By Sylvia Chi, Legal and Advocacy Director – Among the flurry of Executive Orders (EOs) issued by President Donald Trump in the first days of his second term, the two EOs that claim to target “illegal and immoral” Diversity, Equity, and Inclusion (DEI) activities appear to have significantly influenced the Administration’s approach to administering federal funding programs across a wide range of agencies, including the Environmental Protection Agency (EPA), Department of Energy (DOE), and Department of Agriculture. In particular, agencies have reportedly directed grant recipients (and subrecipients) to modify award agreements to remove DEI-related elements or language. However, awardees are not legally required to accede to these demands and may be better off staying the course.

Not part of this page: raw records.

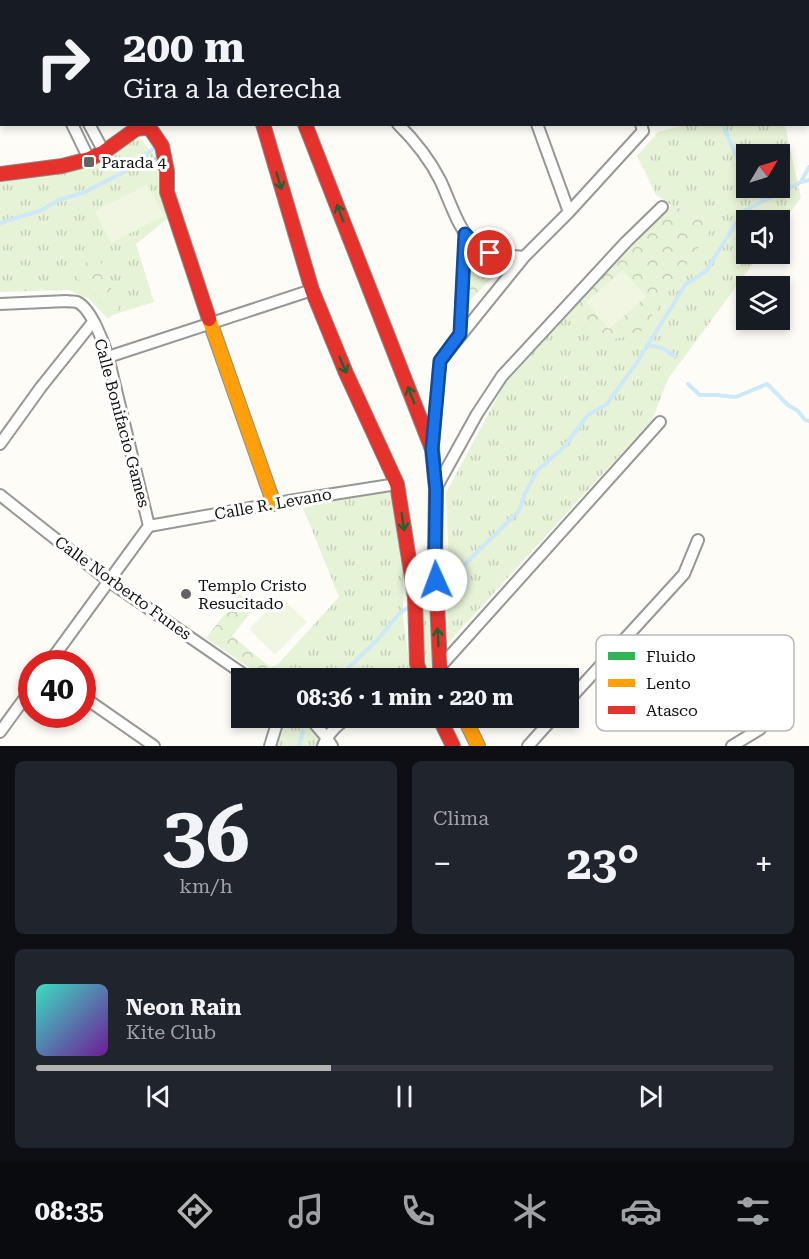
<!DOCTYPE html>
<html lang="es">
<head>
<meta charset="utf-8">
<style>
  body { margin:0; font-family:"Roboto Serif",serif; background:#20242c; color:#f1f3f6; height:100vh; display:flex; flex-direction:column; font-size:22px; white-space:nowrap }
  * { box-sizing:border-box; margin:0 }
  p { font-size:20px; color:#9ea1a6 }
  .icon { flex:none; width:33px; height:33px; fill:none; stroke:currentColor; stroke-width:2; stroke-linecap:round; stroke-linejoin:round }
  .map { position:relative; height:746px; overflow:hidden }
  .details { display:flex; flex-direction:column; gap:15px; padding:15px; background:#0d0f14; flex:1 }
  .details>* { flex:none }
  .hud { position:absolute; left:0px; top:0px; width:810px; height:126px; box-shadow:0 3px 9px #0003; background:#171b24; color:#f1f3f6; overflow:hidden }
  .needle { width:39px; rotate:52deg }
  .controls { position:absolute; left:736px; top:144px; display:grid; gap:12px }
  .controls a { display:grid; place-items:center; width:54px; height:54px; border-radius:0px; background:#171b24; box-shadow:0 3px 9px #0003; font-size:30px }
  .speed { position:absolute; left:18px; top:650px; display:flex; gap:12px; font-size:30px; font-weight:700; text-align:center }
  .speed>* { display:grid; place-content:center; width:78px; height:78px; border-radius:50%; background:#171b24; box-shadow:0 3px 9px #0003; line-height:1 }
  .speed .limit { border:9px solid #d22; background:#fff; color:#111 }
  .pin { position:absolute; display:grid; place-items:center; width:51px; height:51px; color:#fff; margin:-26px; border:3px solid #fff; border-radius:50%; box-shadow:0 2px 6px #0007 }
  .me { position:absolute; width:66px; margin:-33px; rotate:358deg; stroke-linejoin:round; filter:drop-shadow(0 0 4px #0008) }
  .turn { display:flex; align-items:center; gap:21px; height:126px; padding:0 24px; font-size:27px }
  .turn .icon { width:78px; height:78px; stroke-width:2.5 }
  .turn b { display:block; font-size:42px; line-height:51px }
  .big { font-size:45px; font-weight:700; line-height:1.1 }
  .details .tile { flex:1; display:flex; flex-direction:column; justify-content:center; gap:9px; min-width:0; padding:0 21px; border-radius:9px; background:#20242c }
  .details .dial { align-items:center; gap:0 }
  .dial b { font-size:78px; line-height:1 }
  .song { display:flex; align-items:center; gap:18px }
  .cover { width:72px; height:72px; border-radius:9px; background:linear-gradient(135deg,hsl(170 70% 55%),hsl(280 70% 35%)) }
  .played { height:6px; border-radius:3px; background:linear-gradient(90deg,#b2b2b3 40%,#363941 40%) }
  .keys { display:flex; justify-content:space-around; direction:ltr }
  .heat { display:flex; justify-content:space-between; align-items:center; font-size:33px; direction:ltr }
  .details .tiles { flex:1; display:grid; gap:15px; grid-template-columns:1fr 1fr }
  .tile:last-child { grid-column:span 2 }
  .trip { position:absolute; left:231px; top:668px; width:348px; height:60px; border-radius:0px; background:#171b24; box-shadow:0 3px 9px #0003; font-weight:700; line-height:60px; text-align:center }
  .menu { display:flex; height:96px; justify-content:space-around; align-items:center; background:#090b0e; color:#9ea1a6 }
  .menu .icon { width:42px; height:42px }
  .menu .selected { color:#b2b2b3 }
  .menu b { font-size:27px; color:#f1f3f6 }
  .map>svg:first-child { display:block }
  .grass { fill:url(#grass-tufts); fill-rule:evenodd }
  .park { fill:url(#park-crowns) }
  .pitch { fill:#f0f6e1 }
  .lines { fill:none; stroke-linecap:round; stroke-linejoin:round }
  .stream { stroke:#cde8f7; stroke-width:4 }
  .street-casing { stroke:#979795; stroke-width:14 }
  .fast-casing { stroke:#8e8d8b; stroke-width:16 }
  .slow-casing { stroke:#8e8d8b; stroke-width:16 }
  .jam-casing { stroke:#8e8d8b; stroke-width:16 }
  .street { stroke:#fffffe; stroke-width:10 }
  .fast { stroke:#30b455; stroke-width:14 }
  .slow { stroke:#ff9f0a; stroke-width:14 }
  .jam { stroke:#e5322d; stroke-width:14 }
  .oneway { stroke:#206233 }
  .route-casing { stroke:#114b97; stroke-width:15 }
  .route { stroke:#1a73e8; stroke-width:10 }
  .poi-dot { fill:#646362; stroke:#fff; stroke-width:2 }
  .labels { text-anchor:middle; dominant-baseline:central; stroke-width:6; stroke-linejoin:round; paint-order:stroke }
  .poi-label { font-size:16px; fill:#111; stroke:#fff; text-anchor:start }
  .street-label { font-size:16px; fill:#111; stroke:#fff }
  .key { fill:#fff; stroke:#b8b8b8; stroke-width:1.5 }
  .key-label { font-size:16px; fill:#111 }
</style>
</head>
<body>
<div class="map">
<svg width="809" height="746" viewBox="0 0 809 746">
  <defs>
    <pattern id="grass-tufts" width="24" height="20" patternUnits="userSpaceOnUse" patternTransform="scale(1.5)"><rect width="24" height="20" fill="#e7f3d7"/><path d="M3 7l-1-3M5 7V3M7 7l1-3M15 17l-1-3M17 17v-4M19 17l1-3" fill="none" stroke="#c5cfb8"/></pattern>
    <pattern id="park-crowns" width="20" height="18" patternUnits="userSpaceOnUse" patternTransform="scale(1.5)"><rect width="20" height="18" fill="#e7f3d7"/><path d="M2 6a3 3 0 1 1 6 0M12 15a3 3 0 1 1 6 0" fill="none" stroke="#c5cfb8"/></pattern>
  </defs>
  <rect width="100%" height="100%" fill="#fdfcf7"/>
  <path class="grass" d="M686,125h99l16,73 -21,28v-6h-33v34h13l-92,125 -16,41 -205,224 1,-103 -2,-48 61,-114 67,-72 29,35 112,-119 -44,-18 -15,-10 -19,-39 21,-24zM747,154h33v34h-33z
    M139,137l19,23 3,13 -2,16 11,28 -34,27 18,58 -41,13 -5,4 -19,-20 -20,-9 -69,2v-110l65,-10 40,-15z
    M383,491l10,4 10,49v73l7,52 3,9h-142l-1,-11 7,-2 62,-68 -36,-89 63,-15z
    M429,599c0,28 2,53 9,79h-9l-7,-27 -1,-46z
    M288,717h13l19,22 -3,7h-40z"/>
  <path class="park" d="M671,205l44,18 -75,110 -37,9 -29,-35z
    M97,252l22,57 -9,3 -36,-38z
    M470,252l36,12 -42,42z
    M240,594l15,13 -23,29 38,31 1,11h-6l-59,-40z"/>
  <path class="pitch" d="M147,185l17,31 -53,27 -16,-32z
    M623,270l23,27 -37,32 -23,-27z
    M281,597l26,25 -32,33 -26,-26z"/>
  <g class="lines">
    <path class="stream" d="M677,0v2
      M722,124l15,33 10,16
      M801,182l8,-15
      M756,188l8,13
      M0,223l42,-13 17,-10 26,-8 41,-21 27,-22
      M647,345l15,3 14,9
      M688,384l12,11h16l20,2 31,-13 21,21 10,6 7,9 4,1
      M440,583l16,-10 63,-62 6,-18 13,-23 26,-23 24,-32 18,-10 30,-41 49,-79 21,-14 38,-60 57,-29 8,-2
      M419,599l13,-10
      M338,678l41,-40 20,-24 11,-8
      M299,746l4,-15"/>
    <g class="street-casing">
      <path id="street" d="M9,0v2
        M25,0l1,2
        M402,0l1,2
        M492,0v2
        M595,0v2
        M181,2v-2
        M475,2l2,-2
        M72,124l17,35
        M89,124l15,28
        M398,124c17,17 31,34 42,56 9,18 19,53 35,64 14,11 32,11 49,13
        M537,124l32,88
        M0,304l67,-3c3,1 7,0 10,1 14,6 27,41 31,55l41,169
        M460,334l5,-100
        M108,357l204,-67
        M0,444l41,-57 52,-65
        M433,445l7,-84 84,-104 45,-45 74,-81 -2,-7
        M436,488l41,-74 25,-38 124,-134 36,-35
        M0,495l110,87 139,96
        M149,526l140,-25 108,-17
        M49,663l100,-137
        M440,667l220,-245
        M82,696l72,50
        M568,701l116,-127 14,-34
        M309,717l17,20 6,9
        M0,732l32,-44
        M270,746l9,-29
        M323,746c5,-13 16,-24 29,-29
        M528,746l26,-29
        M732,746l28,-17"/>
    </g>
    <g class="fast-casing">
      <path id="fast" d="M253,0l1,2"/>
    </g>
    <g class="slow-casing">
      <path id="slow" d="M219,0v2
        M209,319l65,185
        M464,717l14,29"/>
    </g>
    <g class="jam-casing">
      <path id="jam" d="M263,124l49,166 34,83 51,111 18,113 2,67 5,14
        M305,124l127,325 4,40 -1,68 5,110 5,11
        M0,174l62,-8 27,-7 15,-7 32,-23 13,-2 13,19 5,25v21l42,127
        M439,717l14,29"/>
    </g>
    <use href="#street" class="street"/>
    <use href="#fast" class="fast"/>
    <use href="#slow" class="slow"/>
    <use href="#jam" class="jam"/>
  </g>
  <defs><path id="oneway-shaft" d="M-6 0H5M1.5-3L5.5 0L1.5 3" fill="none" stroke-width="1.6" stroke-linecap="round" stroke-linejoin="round" transform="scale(1.5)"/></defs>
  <g class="oneway">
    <use href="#oneway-shaft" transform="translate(279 181) rotate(73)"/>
    <use href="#oneway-shaft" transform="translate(340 213) rotate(-111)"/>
    <use href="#oneway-shaft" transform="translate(343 365) rotate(67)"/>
    <use href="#oneway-shaft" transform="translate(411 395) rotate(-111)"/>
    <use href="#oneway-shaft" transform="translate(403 522) rotate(81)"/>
    <use href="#oneway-shaft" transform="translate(438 637) rotate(-93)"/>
  </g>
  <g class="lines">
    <g class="route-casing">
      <path id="route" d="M436,580l-1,-23 1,-68 -4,-40 8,-88 20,-27 5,-100 9,10 16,9"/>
    </g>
    <use href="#route" class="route"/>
  </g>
  <g class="poi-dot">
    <rect x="83" y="156" width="12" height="12" rx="3"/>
    <circle cx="186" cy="594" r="6"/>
  </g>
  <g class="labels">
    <g class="poi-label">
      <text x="101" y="162">Parada 4</text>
      <text x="198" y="585">Templo Cristo<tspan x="198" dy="18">Resucitado</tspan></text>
    </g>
    <g class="street-label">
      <text transform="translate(122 423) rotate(75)">Calle Bonifacio Games</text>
      <text transform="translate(273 504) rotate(-10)">Calle R. Levano</text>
      <text transform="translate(123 588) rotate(36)">Calle Norberto Funes</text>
    </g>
  </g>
  <rect x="596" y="635" width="198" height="96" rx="9" class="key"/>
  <rect x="608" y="652" width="27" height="8" fill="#30b455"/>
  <rect x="608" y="679" width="27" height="8" fill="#ff9f0a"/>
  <rect x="608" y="706" width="27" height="8" fill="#e5322d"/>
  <g class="key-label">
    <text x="646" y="662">Fluido</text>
    <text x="646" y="689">Lento</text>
    <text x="646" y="716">Atasco</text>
  </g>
</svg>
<div class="controls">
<a><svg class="needle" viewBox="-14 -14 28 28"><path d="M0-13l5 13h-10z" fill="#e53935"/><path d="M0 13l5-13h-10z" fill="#9ea1a6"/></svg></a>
<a><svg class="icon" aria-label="sound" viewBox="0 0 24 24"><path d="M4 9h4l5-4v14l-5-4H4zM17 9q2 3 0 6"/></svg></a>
<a><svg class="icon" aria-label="layers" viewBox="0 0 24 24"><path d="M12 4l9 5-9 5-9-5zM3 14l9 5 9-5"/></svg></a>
</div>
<div class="speed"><div class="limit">40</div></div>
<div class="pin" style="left:490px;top:253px;background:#d93025"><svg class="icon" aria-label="arrive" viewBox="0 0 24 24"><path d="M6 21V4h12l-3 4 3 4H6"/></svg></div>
<svg class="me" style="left:436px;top:580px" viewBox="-20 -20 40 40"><circle r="19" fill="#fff"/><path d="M0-13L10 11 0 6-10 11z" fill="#1a73e8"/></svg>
<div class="trip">08:36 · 1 min · 220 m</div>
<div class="hud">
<div class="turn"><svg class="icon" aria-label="right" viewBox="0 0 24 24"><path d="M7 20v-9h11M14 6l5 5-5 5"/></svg><div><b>200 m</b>Gira a la derecha</div></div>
</div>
</div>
<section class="details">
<div class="tiles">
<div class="tile dial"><b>36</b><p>km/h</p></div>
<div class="tile"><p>Clima</p>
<div class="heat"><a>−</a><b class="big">23°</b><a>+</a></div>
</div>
<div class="tile">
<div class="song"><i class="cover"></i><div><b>Neon Rain</b><p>Kite Club</p></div></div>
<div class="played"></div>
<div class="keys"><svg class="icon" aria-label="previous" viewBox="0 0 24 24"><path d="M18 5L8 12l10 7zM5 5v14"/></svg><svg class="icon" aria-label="pause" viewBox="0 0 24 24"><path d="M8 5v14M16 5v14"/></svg><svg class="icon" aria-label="next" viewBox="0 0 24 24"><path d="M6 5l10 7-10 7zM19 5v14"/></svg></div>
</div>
</div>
</section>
<nav class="menu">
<b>08:35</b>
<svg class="icon selected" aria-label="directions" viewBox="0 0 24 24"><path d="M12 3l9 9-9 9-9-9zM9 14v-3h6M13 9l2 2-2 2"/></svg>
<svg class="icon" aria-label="music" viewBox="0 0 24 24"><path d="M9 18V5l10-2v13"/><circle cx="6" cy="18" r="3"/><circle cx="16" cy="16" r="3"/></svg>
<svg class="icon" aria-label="phone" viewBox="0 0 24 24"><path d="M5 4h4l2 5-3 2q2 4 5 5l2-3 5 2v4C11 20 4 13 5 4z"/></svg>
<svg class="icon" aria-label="climate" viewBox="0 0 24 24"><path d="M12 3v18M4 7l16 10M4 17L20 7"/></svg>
<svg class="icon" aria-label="car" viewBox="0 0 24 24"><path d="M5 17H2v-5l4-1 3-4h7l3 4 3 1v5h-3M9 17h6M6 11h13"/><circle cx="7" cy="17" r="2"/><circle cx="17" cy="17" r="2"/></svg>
<svg class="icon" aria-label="filters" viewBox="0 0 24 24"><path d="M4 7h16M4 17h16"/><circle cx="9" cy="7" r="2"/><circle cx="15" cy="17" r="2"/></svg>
</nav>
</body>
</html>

In collaboration with our partners at the Climate and Clean Energy Equity Fund, we created a legal memorandum discussing the limits on the Executive branch’s ability to require changes to finalized and executed award agreements, as well as the importance of awardees continuing to meet the terms of these agreements as well as other legal requirements, including walking through applicable regulations that dictate how agencies must administer grants. We summarize ongoing litigation challenging the Administration’s actions and related court orders, as well as relevant factual developments, such as EPA’s announcements of mass grant terminations. We further clarify that DEI policies and practices are not illegal, and may even be required to ensure compliance with federal and state civil rights laws, and discuss how the Justice40 initiative is implicated. We also discuss how the statutory language and applicable agency guidance for the IRA’s Solar for All and Home Energy Rebates programs establish specific requirements that the Trump Administration may attempt to characterize as “illegal DEI,” and how removing such elements from grant agreements may raise further legal issues. Finally, we provide a list of links to related resources which awardees may find useful.
We have also created a shorter and more accessible version of this memorandum, which provides an overview of the same issues without getting into the same level of detail.
As the court challenges to these EOs unfold and the Administration continues its reactionary crusade against its perception of DEI, we expect there will be relevant developments in the coming weeks and months which will affect the content of these resources, so we plan to update these resources periodically.
While our memorandum focuses on grant programs authorized by the Infrastructure Investment and Jobs Act (IIJA) and Inflation Reduction Act (IRA), similar actions are unfolding with respect to funding provided under other laws, too. For example, on April 3, the Department of Education distributed to public education officials a “Reminder of Legal Obligations Undertaken in Exchange for Receiving Federal Financial Assistance and Request for Certification under Title VI and SFFA v. Harvard.” In addition to demanding that officials must, within 10 days, sign and return a certification that was previously enjoined by a federal district court as likely violations of the First and Fifth Amendments, this notice falsely asserts that the Supreme Court’s 2022 decision in Students for Fair Admissions v. Harvard outlawed nearly all race-based action, when in fact, the opinion only applies to universities’ undergraduate admissions programs. These efforts can all be understood as examples of what the Atlantic writer Adam Serwer has described as the “Great Resegregation,” the Trump Administration’s mission of “restoring America’s traditional hierarchies of race and gender.” For those of us who instead envision a pluralistic, multiracial democracy in the United States, it’s imperative to keep our commitments to advancing environmental and climate justice.